In his most compassionate voice, he began describing my life—my job and the amount of travel I did with it, my responsibilities in raising our teenaged kids, my ministry as a pastor’s wife, my efforts to be a good friend and a good daughter. “This is just not sustainable,” he said. “I’m not upset with you, but something has to change.”
I kept my eyes on my lap, my cheeks burning. Waves of inadequacy and shame washed over me. I was trying so hard to do it all. People depended on me. How could I stop?
Looking back, I think some of the shame came from my awareness that I knew better. I was a counselor and leadership consultant. I worked with congregational leaders and helped them manage the demands of their busy lives, kept an eye out for burnout, reminded them to take care of themselves.
And honestly, most of the time, my life worked really well. It was full, but it was full of good things—enjoyable, God-honoring, and important things. I had worked hard at rooting out meaningless busyness. With a touch of self-righteousness, I would say, “My life is not busy; my life is full. There’s a difference.” And there is. But I had lost track of it, and said yes too many times And now, as Craig said tenderly, it was unsustainable and needed to change.
1. Stop sanctifying stress and spiritualizing busyness.
In I Thessalonians 1:3, Paul describes the life of a Christian as “work produced by faith, labor prompted by love, and your endurance inspired by hope in our Lord Jesus." Though we mean well, we're often experiencing “work produced by obligation, labor prompted by the expectations of others, and your endurance inspired by just putting one foot in front of the other.”

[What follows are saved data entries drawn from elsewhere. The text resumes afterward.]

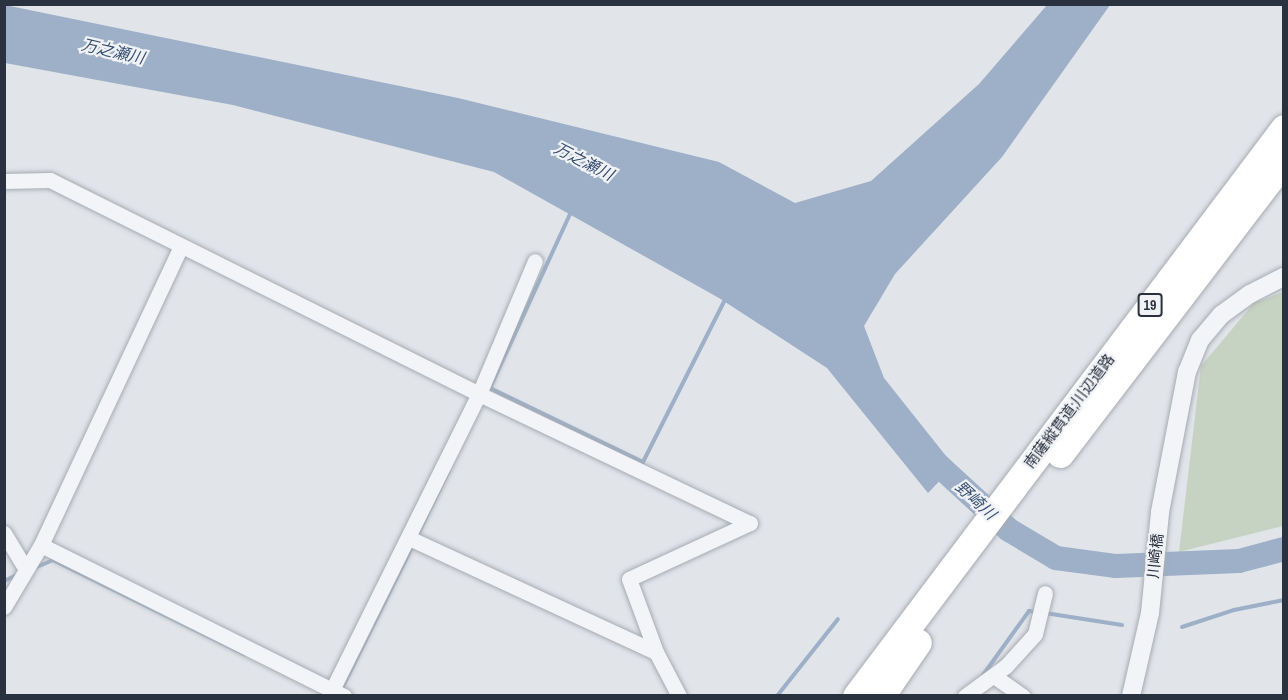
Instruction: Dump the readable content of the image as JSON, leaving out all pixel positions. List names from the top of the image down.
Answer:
{
  "streets": {
    "highway": ["19", "南薩縦貫道;川辺道路"],
    "street": ["川崎橋"]
  },
  "crossings": [
    ["19", "南薩縦貫道;川辺道路"]
  ],
  "water": ["万之瀬川", "野崎川"]
}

I once knew an evangelist who habitually answered the question, “How are you?” by telling everyone how busy he was. It was clear he believed that being busier than everyone else made him more important. It’s not just him, of course. We are frustrated by the pace at which we live, but we are also secretly proud of our stress, so impressed by our busyness.
The church leaders I know are not busy for no reason. We are caring for people, running programs that bless people, and ministering to folks in need. We feel the urgency of all the need around us. When I mentioned the cost that his pace was having on his family, one minister challenged me, “So there are people all around me going to hell, and I’m supposed to take a vacation?”
2. Be honest with yourself about your motives.
We genuinely want to help people, keep our churches running, live missionally, and make a difference. But let’s be honest—our motives are not always as pure as we think they are. We may think:
“I am important if I am busy.”
“I am the only one who can do this.”
“It will be a disaster if this doesn’t get done.”
Sometimes we are—in the words of Brené Brown—“hustling for worthiness.” We may be trying to impress others with our indispensability, but we may also be trapped in our efforts to please God with our productivity.
One pastor I coach has set the goal of living “at the pace of grace.” For her, that means not giving in to the temptation of believing that God is more pleased with her when she is wearing herself out with busyness or that he is somehow displeased when she relaxes when she could be feeding the hungry or writing a sermon.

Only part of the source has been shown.